EXCERPTED RECORDS section start

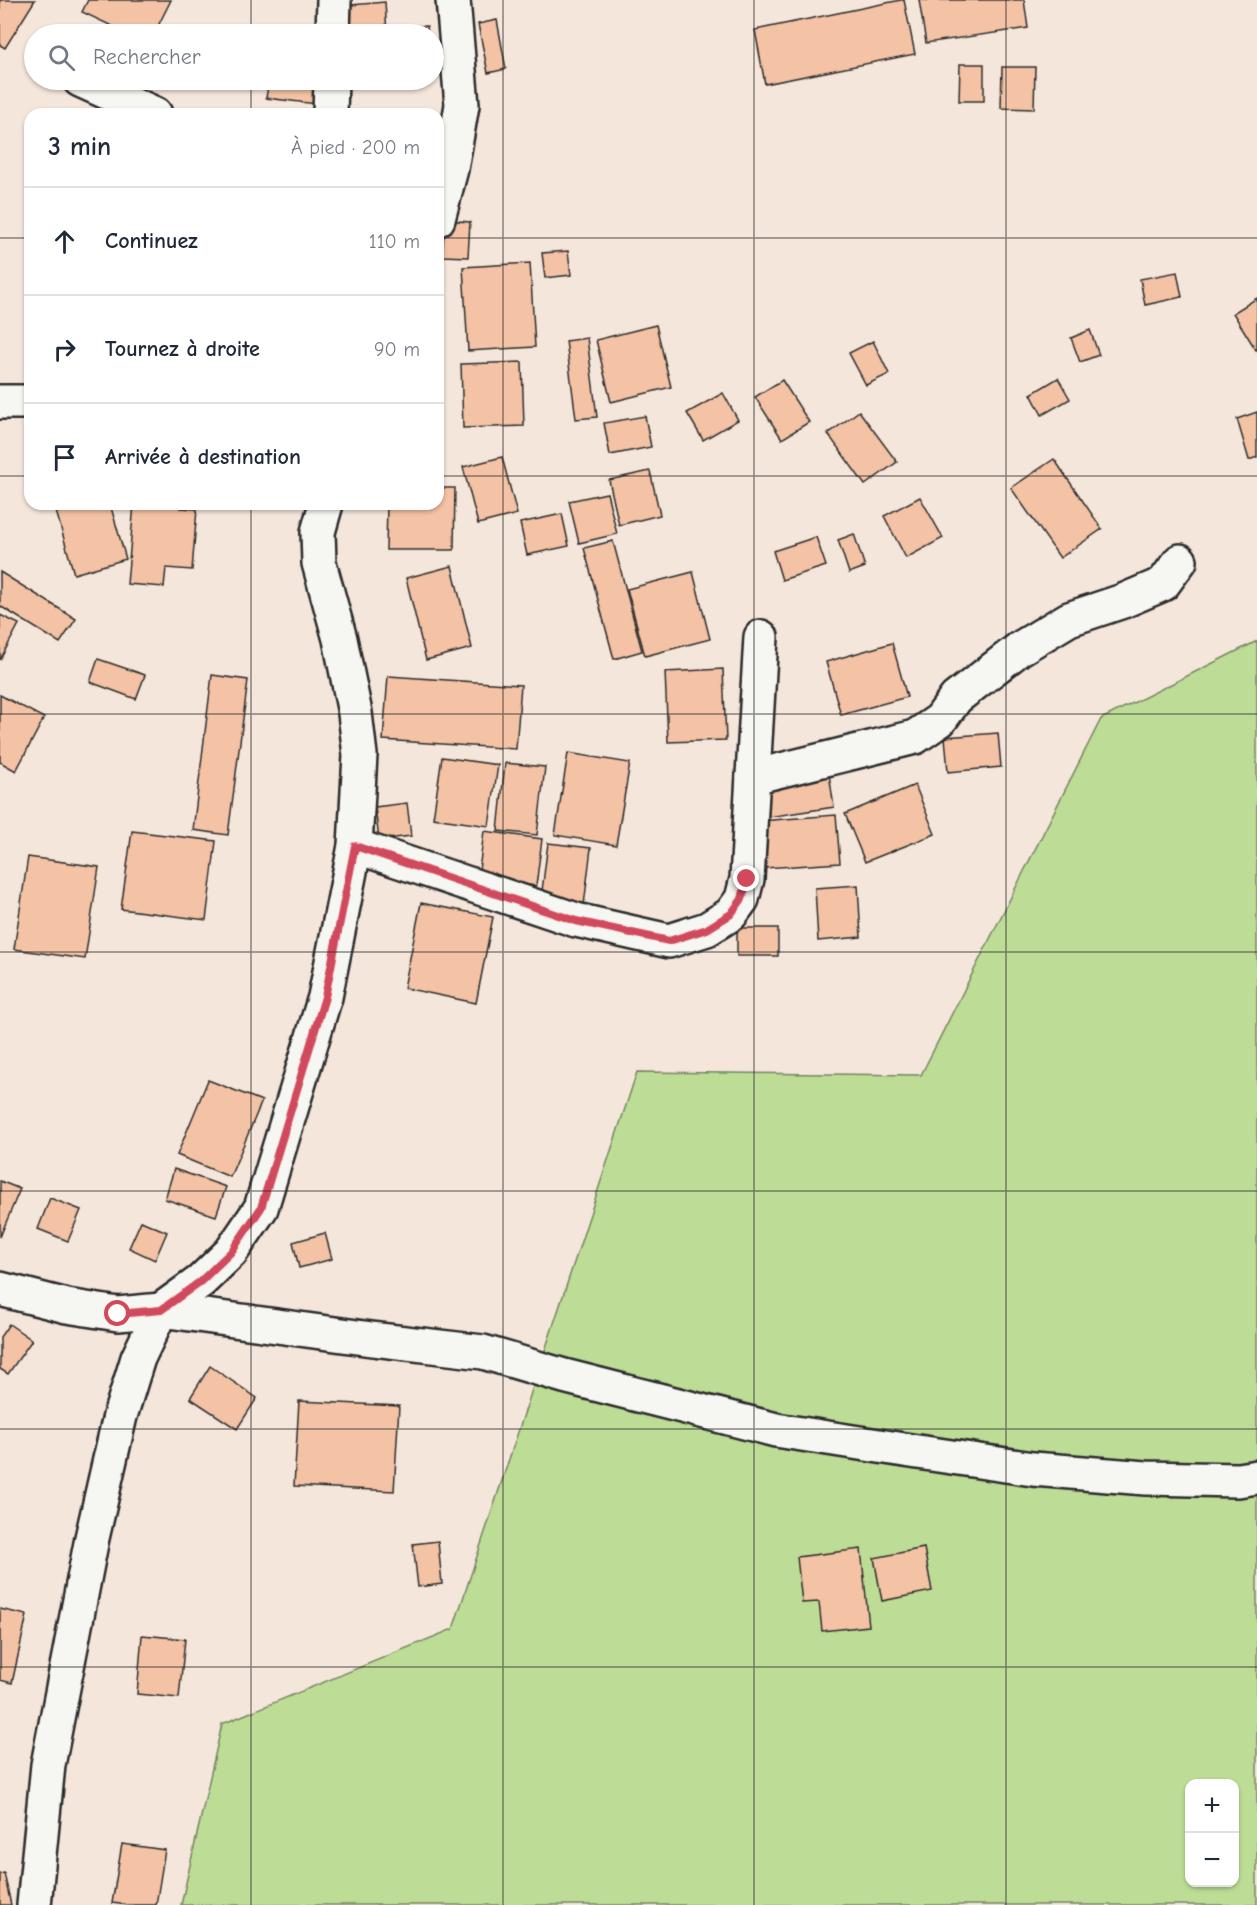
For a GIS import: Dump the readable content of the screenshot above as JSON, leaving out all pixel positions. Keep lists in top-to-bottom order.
{
  "page": {
    "search": "Rechercher",
    "heading": ["3 min", "À pied · 200 m"],
    "list": [
      ["Continuez", "110 m"],
      ["Tournez à droite", "90 m"],
      "Arrivée à destination"
    ],
    "map_buttons": ["+", "−"]
  }
}
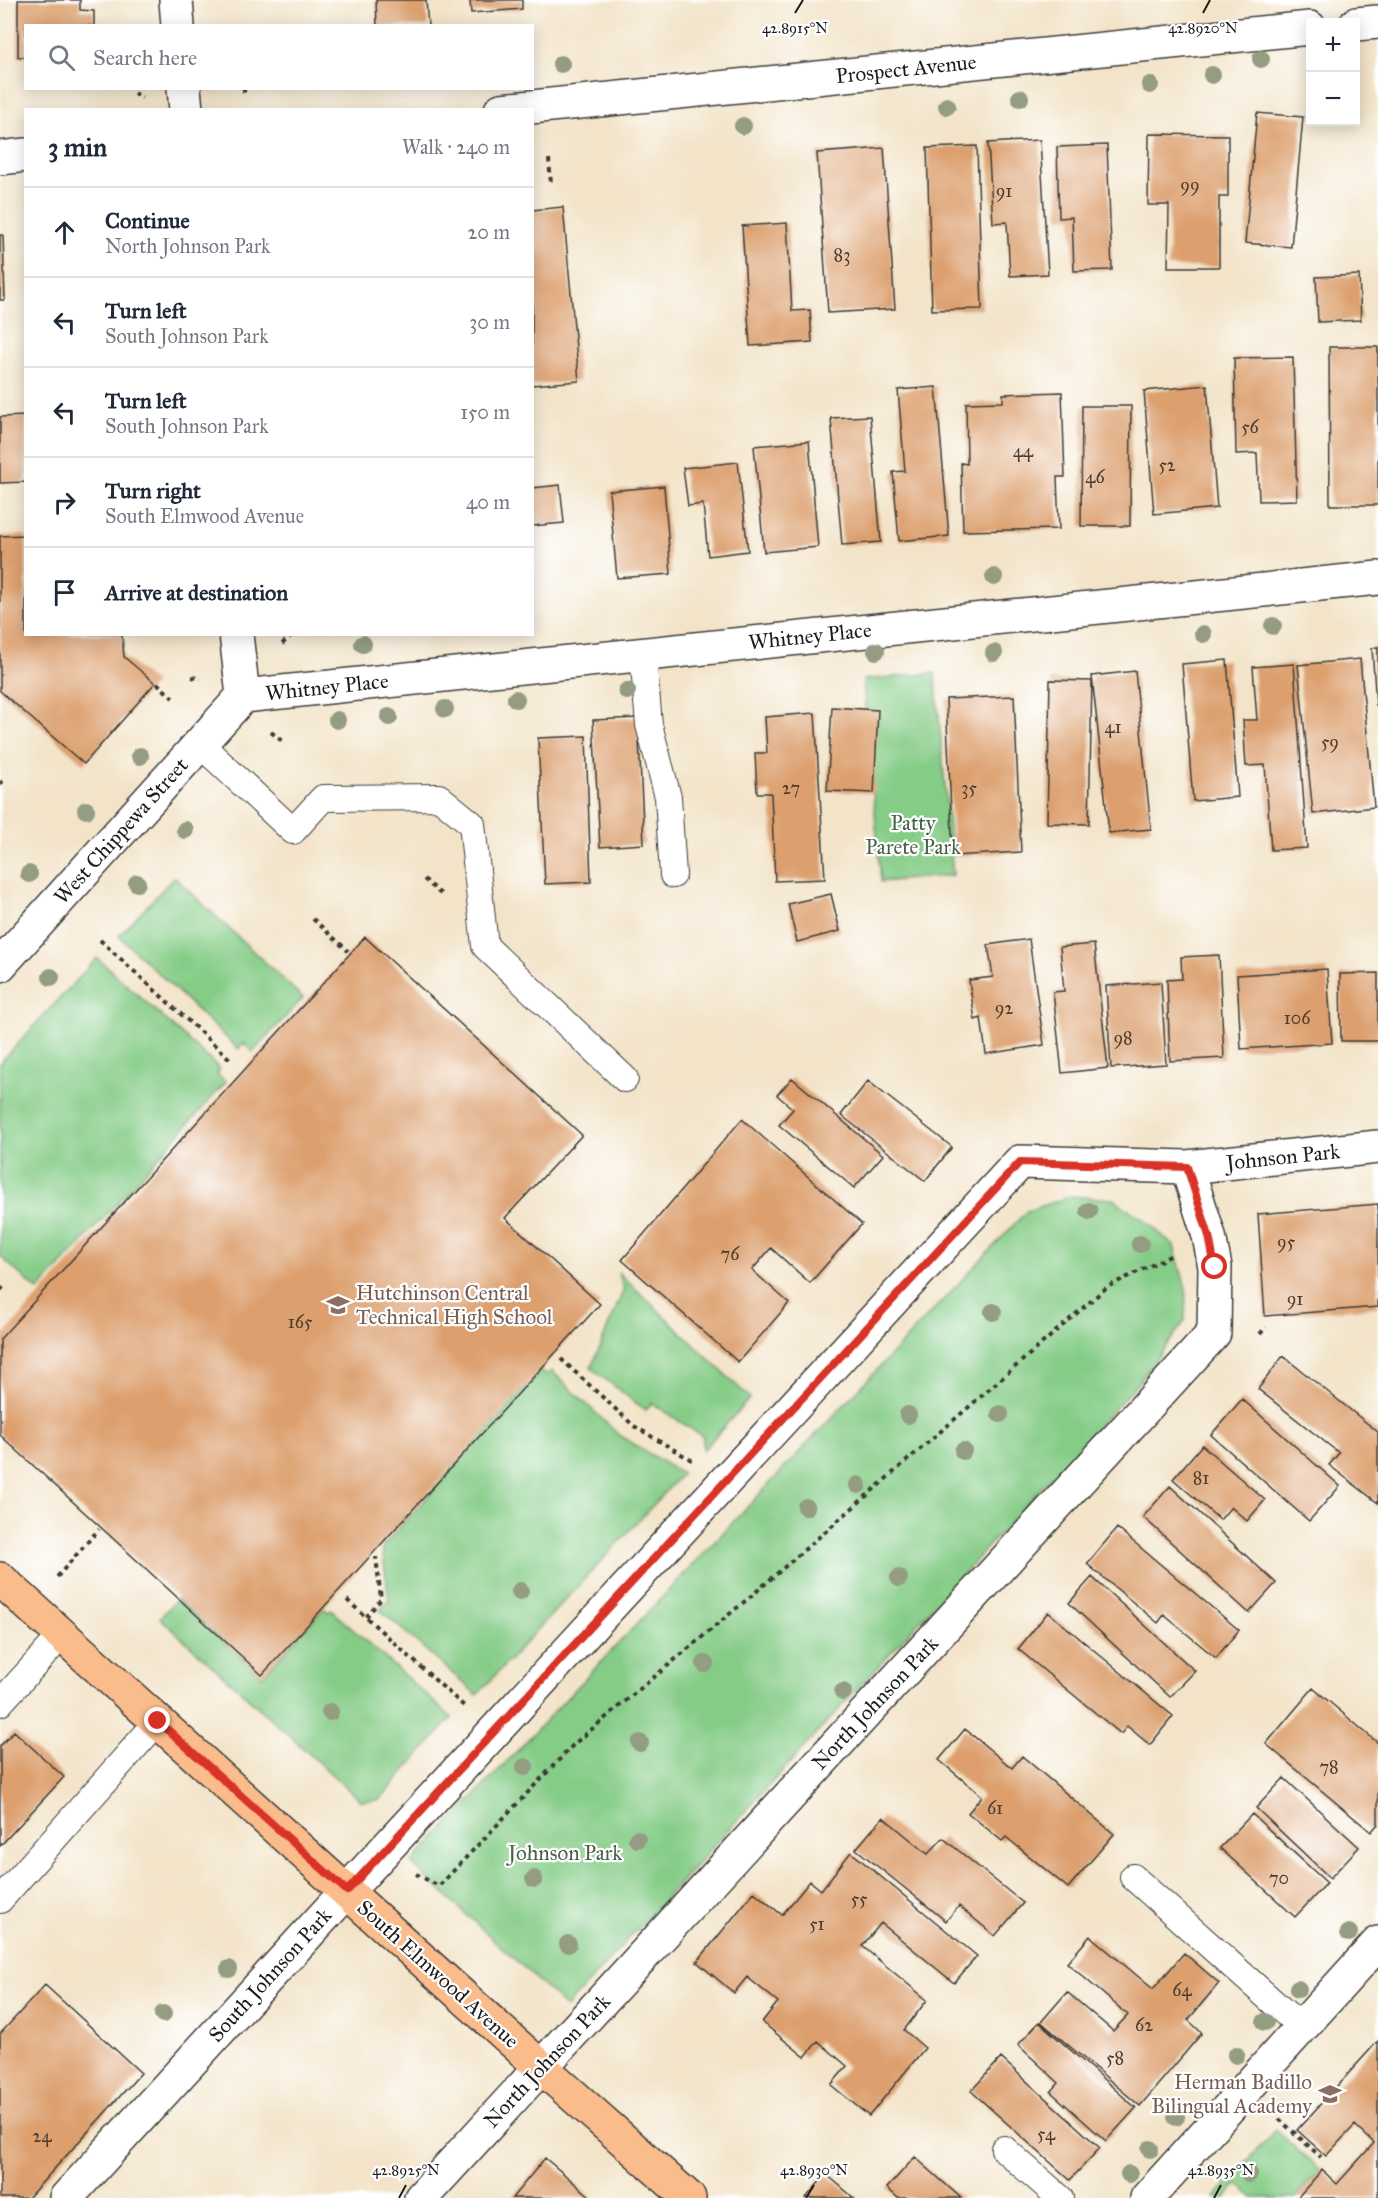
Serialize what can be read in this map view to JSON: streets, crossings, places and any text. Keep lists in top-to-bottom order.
{
  "streets": {
    "main road": ["South Elmwood Avenue"],
    "street": [
      "Prospect Avenue",
      "Whitney Place",
      "West Chippewa Street",
      "Johnson Park",
      "North Johnson Park",
      "South Johnson Park"
    ]
  },
  "crossings": [
    ["Whitney Place", "West Chippewa Street"],
    ["Johnson Park", "North Johnson Park"],
    ["Johnson Park", "South Johnson Park"],
    ["North Johnson Park", "South Elmwood Avenue"],
    ["North Johnson Park", "South Johnson Park"],
    ["South Elmwood Avenue", "South Johnson Park"]
  ],
  "parks": ["Patty Parete Park", "Johnson Park"],
  "places": {
    "school or university": ["Hutchinson Central Technical High School", "Herman Badillo Bilingual Academy"]
  },
  "house_numbers": [
    "99",
    "91",
    "83",
    "56",
    "44",
    "52",
    "46",
    "41",
    "59",
    "27",
    "35",
    "92",
    "106",
    "98",
    "95",
    "76",
    "91",
    "165",
    "81",
    "78",
    "61",
    "70",
    "55",
    "51",
    "64",
    "62",
    "58",
    "54",
    "24"
  ],
  "page": {
    "map_buttons": ["+", "−"],
    "search": "Search here",
    "heading": ["3 min", "Walk · 240 m"],
    "list": [
      ["Continue", "North Johnson Park", "20 m"],
      ["Turn left", "South Johnson Park", "30 m"],
      ["Turn left", "South Johnson Park", "150 m"],
      ["Turn right", "South Elmwood Avenue", "40 m"],
      "Arrive at destination"
    ]
  },
  "coordinates": [
    "42.8915°N",
    "42.8920°N",
    "42.8925°N",
    "42.8930°N",
    "42.8935°N"
  ]
}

EXCERPTED RECORDS section end

**EXERCISE PROMPT:** Print only the lines from the one with "Serialize what can" to the end of the records, both included.

**FINISHED EXERCISE:**
Serialize what can be read in this map view to JSON: streets, crossings, places and any text. Keep lists in top-to-bottom order.
{
  "streets": {
    "main road": ["South Elmwood Avenue"],
    "street": [
      "Prospect Avenue",
      "Whitney Place",
      "West Chippewa Street",
      "Johnson Park",
      "North Johnson Park",
      "South Johnson Park"
    ]
  },
  "crossings": [
    ["Whitney Place", "West Chippewa Street"],
    ["Johnson Park", "North Johnson Park"],
    ["Johnson Park", "South Johnson Park"],
    ["North Johnson Park", "South Elmwood Avenue"],
    ["North Johnson Park", "South Johnson Park"],
    ["South Elmwood Avenue", "South Johnson Park"]
  ],
  "parks": ["Patty Parete Park", "Johnson Park"],
  "places": {
    "school or university": ["Hutchinson Central Technical High School", "Herman Badillo Bilingual Academy"]
  },
  "house_numbers": [
    "99",
    "91",
    "83",
    "56",
    "44",
    "52",
    "46",
    "41",
    "59",
    "27",
    "35",
    "92",
    "106",
    "98",
    "95",
    "76",
    "91",
    "165",
    "81",
    "78",
    "61",
    "70",
    "55",
    "51",
    "64",
    "62",
    "58",
    "54",
    "24"
  ],
  "page": {
    "map_buttons": ["+", "−"],
    "search": "Search here",
    "heading": ["3 min", "Walk · 240 m"],
    "list": [
      ["Continue", "North Johnson Park", "20 m"],
      ["Turn left", "South Johnson Park", "30 m"],
      ["Turn left", "South Johnson Park", "150 m"],
      ["Turn right", "South Elmwood Avenue", "40 m"],
      "Arrive at destination"
    ]
  },
  "coordinates": [
    "42.8915°N",
    "42.8920°N",
    "42.8925°N",
    "42.8930°N",
    "42.8935°N"
  ]
}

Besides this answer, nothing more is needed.